It has been a while since my last post and things where going great. My wife and I live together and gf lived out of town. gf would visit every so often and stay for a week or so. This was working out ok. Gf lived with her parents and on the last visit she got into an argument with them and the next hing I know my wife and gf went and packed all of gf's things and she now lived with us.
I was not asked about her moving in and am not ready for this. I decided to give it a try and see how things go. It has been two weeks and it is not going well for me. I feel like My relationship with my wife is suffering a lot. She is less affectionate with me and just seems distant. Every situation is about what gf wants and nothing else seems to matter. The relationship with myelf and gf has never really been more than just friends. My wife kept pushing it to be more and now gf said that she was in love with me and I don't feel the same. I feel like that gf is just "pretending" to be in love with me to please my wife.
I have tried talking about this, all three of us, and wife one on one. Gf just gets mad and wife starts crying and all I really get is just give it more time. I am to the point that I don't want to give this more time. I don't want to lose the relationship with my wife and I enjoy the friendship with gf. But something needs to change.

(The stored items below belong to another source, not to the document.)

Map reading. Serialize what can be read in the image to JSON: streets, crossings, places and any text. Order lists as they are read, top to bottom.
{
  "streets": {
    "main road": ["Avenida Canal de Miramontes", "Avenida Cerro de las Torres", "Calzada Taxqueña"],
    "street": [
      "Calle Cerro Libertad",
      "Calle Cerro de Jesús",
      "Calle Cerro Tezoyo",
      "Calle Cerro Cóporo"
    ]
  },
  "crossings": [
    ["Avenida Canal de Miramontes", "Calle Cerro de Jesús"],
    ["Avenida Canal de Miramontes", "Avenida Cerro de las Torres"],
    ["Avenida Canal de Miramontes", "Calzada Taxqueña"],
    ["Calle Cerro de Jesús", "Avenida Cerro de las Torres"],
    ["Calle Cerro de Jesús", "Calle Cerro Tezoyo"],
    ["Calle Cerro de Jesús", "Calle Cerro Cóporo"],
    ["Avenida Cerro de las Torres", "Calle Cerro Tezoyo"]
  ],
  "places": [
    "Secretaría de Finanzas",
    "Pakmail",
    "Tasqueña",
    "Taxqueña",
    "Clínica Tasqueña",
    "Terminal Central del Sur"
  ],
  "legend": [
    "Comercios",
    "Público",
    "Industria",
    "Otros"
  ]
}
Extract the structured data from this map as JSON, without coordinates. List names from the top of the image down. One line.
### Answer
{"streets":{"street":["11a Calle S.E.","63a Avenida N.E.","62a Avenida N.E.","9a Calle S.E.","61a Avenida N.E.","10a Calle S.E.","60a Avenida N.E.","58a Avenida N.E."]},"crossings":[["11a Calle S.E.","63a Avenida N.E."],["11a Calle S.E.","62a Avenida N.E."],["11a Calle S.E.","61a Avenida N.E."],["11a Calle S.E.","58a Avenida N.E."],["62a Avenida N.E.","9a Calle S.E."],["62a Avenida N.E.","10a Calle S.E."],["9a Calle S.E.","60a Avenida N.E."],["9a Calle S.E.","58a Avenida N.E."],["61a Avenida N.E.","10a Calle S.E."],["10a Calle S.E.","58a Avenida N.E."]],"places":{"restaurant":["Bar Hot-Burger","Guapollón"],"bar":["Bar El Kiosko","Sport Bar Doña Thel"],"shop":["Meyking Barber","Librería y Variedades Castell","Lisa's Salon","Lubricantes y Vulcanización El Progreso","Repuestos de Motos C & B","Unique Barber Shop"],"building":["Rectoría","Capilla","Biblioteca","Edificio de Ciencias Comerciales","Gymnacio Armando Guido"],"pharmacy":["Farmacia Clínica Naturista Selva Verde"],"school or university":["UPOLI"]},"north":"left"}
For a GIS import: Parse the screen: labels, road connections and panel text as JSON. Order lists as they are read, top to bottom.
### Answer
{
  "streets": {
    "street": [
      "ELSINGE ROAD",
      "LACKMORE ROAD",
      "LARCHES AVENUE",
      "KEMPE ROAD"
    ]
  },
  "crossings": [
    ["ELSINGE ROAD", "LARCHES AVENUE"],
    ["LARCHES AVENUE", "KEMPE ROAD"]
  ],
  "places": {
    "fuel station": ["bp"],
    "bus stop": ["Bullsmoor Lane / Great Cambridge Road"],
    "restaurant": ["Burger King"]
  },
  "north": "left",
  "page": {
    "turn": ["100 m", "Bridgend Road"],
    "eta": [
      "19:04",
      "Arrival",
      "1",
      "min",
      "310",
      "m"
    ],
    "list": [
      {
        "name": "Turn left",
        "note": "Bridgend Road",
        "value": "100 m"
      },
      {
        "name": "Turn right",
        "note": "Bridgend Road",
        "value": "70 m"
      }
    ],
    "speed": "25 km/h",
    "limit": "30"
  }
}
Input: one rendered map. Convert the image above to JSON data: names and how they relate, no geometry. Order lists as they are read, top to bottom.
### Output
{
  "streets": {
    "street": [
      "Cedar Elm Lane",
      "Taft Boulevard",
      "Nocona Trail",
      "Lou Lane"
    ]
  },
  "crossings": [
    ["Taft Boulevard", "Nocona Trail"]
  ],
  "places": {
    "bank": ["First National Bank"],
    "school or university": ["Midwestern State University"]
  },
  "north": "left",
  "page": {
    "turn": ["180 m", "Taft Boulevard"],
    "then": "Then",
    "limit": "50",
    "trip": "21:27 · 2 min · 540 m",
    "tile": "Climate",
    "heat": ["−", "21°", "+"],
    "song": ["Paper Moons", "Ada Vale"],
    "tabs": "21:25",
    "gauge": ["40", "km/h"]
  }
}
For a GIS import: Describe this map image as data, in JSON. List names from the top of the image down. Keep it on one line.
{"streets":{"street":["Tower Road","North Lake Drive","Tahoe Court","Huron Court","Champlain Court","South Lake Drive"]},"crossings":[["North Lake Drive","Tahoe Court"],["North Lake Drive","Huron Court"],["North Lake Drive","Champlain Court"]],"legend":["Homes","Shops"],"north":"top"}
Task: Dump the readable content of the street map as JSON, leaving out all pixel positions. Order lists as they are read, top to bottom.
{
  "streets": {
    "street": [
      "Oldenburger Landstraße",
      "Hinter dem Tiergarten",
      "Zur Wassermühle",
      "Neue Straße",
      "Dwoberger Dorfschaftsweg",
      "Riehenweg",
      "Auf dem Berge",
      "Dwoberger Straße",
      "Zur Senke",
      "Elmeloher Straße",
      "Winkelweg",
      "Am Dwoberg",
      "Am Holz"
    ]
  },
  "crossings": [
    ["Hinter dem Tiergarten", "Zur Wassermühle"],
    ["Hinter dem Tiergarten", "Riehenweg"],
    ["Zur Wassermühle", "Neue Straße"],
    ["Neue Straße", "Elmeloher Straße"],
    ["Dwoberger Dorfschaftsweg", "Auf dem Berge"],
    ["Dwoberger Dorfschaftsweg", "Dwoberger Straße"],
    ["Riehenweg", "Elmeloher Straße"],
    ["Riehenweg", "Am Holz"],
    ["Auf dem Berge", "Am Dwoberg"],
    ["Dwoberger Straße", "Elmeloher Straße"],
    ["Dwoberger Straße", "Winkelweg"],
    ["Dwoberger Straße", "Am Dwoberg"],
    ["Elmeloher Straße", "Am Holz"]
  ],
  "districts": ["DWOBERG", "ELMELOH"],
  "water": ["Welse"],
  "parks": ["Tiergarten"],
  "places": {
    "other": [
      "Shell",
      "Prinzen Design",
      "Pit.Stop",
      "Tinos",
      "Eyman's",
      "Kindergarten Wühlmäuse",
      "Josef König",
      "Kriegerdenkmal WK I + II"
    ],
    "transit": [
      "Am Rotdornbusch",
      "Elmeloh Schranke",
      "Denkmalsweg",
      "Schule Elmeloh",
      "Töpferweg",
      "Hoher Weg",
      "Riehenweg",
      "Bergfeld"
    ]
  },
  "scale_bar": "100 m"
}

I also asked if gf/wife if gf was going to look for a job and she said she would. She has not attempted to even try to look. I had talk with my wife about our finances and how we would not support gf for long with out putting less money into savings and she assured me that she would look for a job.
I feel like I am just a roommate and that we can not support gf much longer with out sacrificing our financial future. I really don't know what to do.